La Suisse fait face à un défi économique majeur: la pénurie de main-d’œuvre. Selon Economiesuisse, d’ici à 2040, au moins 430.000 travailleuses et travailleurs devraient manquer à l’appel, soit environ 8% de la population active.
Alors que les projections démographiques annoncent un vieillissement de la population active et une diminution du nombre de jeunes arrivant sur le marché du travail, il est impératif de trouver des solutions pour combler le fossé entre l’offre et la demande de travailleurs qualifiés touchant les divers secteurs de l’économie suisse et genevoise.

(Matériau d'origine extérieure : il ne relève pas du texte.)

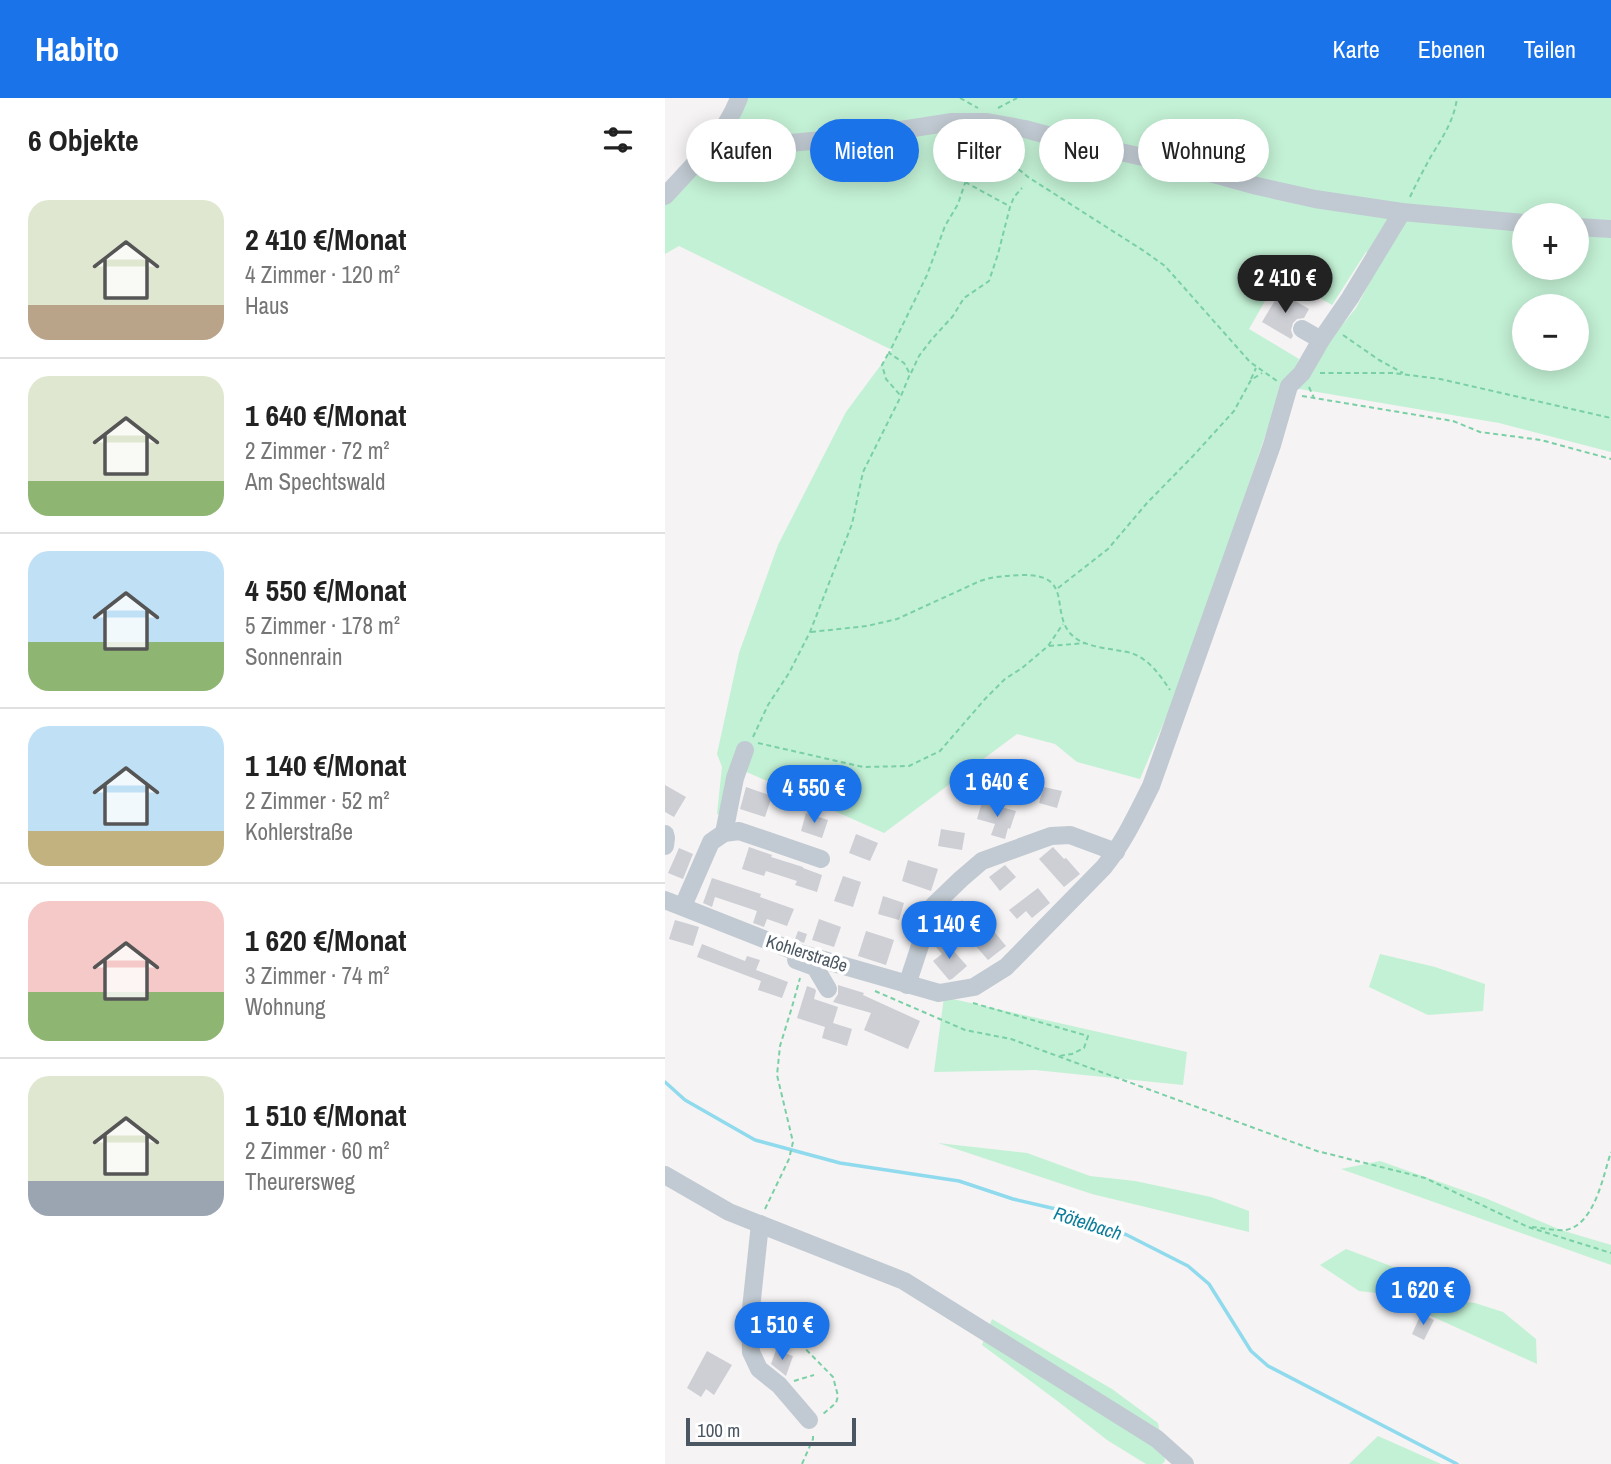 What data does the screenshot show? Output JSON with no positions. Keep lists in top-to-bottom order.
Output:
{
  "streets": {
    "street": ["Kohlerstraße"]
  },
  "water": ["Rötelbach"],
  "scale_bar": "100 m",
  "page": {
    "header": "Habito",
    "nav": ["Karte", "Ebenen", "Teilen"],
    "heading": "6 Objekte",
    "chip": [
      "Kaufen",
      "Mieten",
      "Filter",
      "Neu",
      "Wohnung"
    ],
    "list": [
      {
        "name": "2 410 €/Monat",
        "note": "4 Zimmer · 120 m² · Haus"
      },
      {
        "name": "1 640 €/Monat",
        "note": "2 Zimmer · 72 m² · Am Spechtswald"
      },
      {
        "name": "4 550 €/Monat",
        "note": "5 Zimmer · 178 m² · Sonnenrain"
      },
      {
        "name": "1 140 €/Monat",
        "note": "2 Zimmer · 52 m² · Kohlerstraße"
      },
      {
        "name": "1 620 €/Monat",
        "note": "3 Zimmer · 74 m² · Wohnung"
      },
      {
        "name": "1 510 €/Monat",
        "note": "2 Zimmer · 60 m² · Theurersweg"
      }
    ],
    "map_buttons": ["+", "−"],
    "price": [
      "2 410 €",
      "1 640 €",
      "4 550 €",
      "1 140 €",
      "1 620 €",
      "1 510 €"
    ],
    "scale": "100 m"
  }
}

En ce sens, il est important de tirer les leçons du passé et d’anticiper. Certains métiers disparaissent, tandis que des nouveaux voient le jour. Pour éviter de faire face à une pénurie de main-d’œuvre potentiellement dramatique dans des secteurs porteurs à l’avenir, ces métiers du futur devront être rapidement identifiés afin de mettre en place, dès aujourd’hui, des filières de formation adéquates et en suffisance.
Depuis 2014, la Suisse perd plus d’un millier d’apprentis chaque année
Karine Curti
En effet, la Suisse a l’avantage d’avoir un système de formation déjà existant et ayant fait ses preuves: la formation duale, qui combine une éducation académique en classe avec une formation pratique en entreprise, et qui est l’un des symboles de la réussite économique helvétique. Toutefois, depuis 2014, la Suisse perd plus d’un millier d’apprentis chaque année. Au printemps 2023, selon le Secrétariat d’Etat à la formation, à la recherche et à l’innovation (Sefri), près de 30.000 postes figurant sur les bourses des places d’apprentissage gérées par les cantons étaient encore vacants pour la prochaine rentrée scolaire. A Genève, il s’agissait de 230 places non pourvues.
Qu’est-ce qui explique que nos entreprises formatrices ne trouvent pas les jeunes talents qui pourront assurer la relève? Ces derniers sont-ils attirés par d’autres voies? Les métiers proposés correspondent-ils encore à leurs attentes?
A Genève, le nombre de places d’apprentissages apparaît très faible en comparaison nationale (1,7% contre 4,7% en Suisse) et, selon une étude de la Haute école de gestion (HEG), près de 20% des entreprises formatrices sondées en 2021 se déclaraient hésitantes à engager des apprentis tandis que 30% songeaient tout simplement à y renoncer.
En outre, la tendance à passer directement du cycle d’orientation à la formation duale semble également diminuer, ce qui confirme la nécessité de trouver une manière de revaloriser et de promouvoir cette filière. Dans une perspective d’avenir et dans un monde du travail chamboulé notamment par la transformation digitale, nos jeunes doivent se voir offrir la possibilité de découvrir une palette plus large de métiers; des métiers qui leur parlent, qui leur ouvrent de belles perspectives de carrières et qui leur assurent un emploi.
A titre d’exemple, les emplois dits «verts» représentent un secteur en pleine croissance aligné sur les impératifs environnementaux et les engagements de la Suisse en matière de durabilité. Ils englobent une variété de rôles, allant des experts en énergies renouvelables aux poseurs de panneaux photovoltaïques ou aux ingénieurs en efficacité énergétique. La formation duale peut, ici, jouer un rôle déterminant pour combler le fossé entre l’offre et la demande de main-d’œuvre dans ce domaine prisé par les jeunes, tout en nous permettant de renforcer cette filière cruciale pour atteindre les objectifs de zéro émission nette.
En renforçant la promotion de la formation duale, Genève a l’opportunité non seulement de revaloriser l’apprentissage, mais aussi et surtout d’atténuer les effets néfastes de la pénurie de main-d’œuvre attendue, tout en renforçant son positionnement sur le plan de l’innovation et de la durabilité.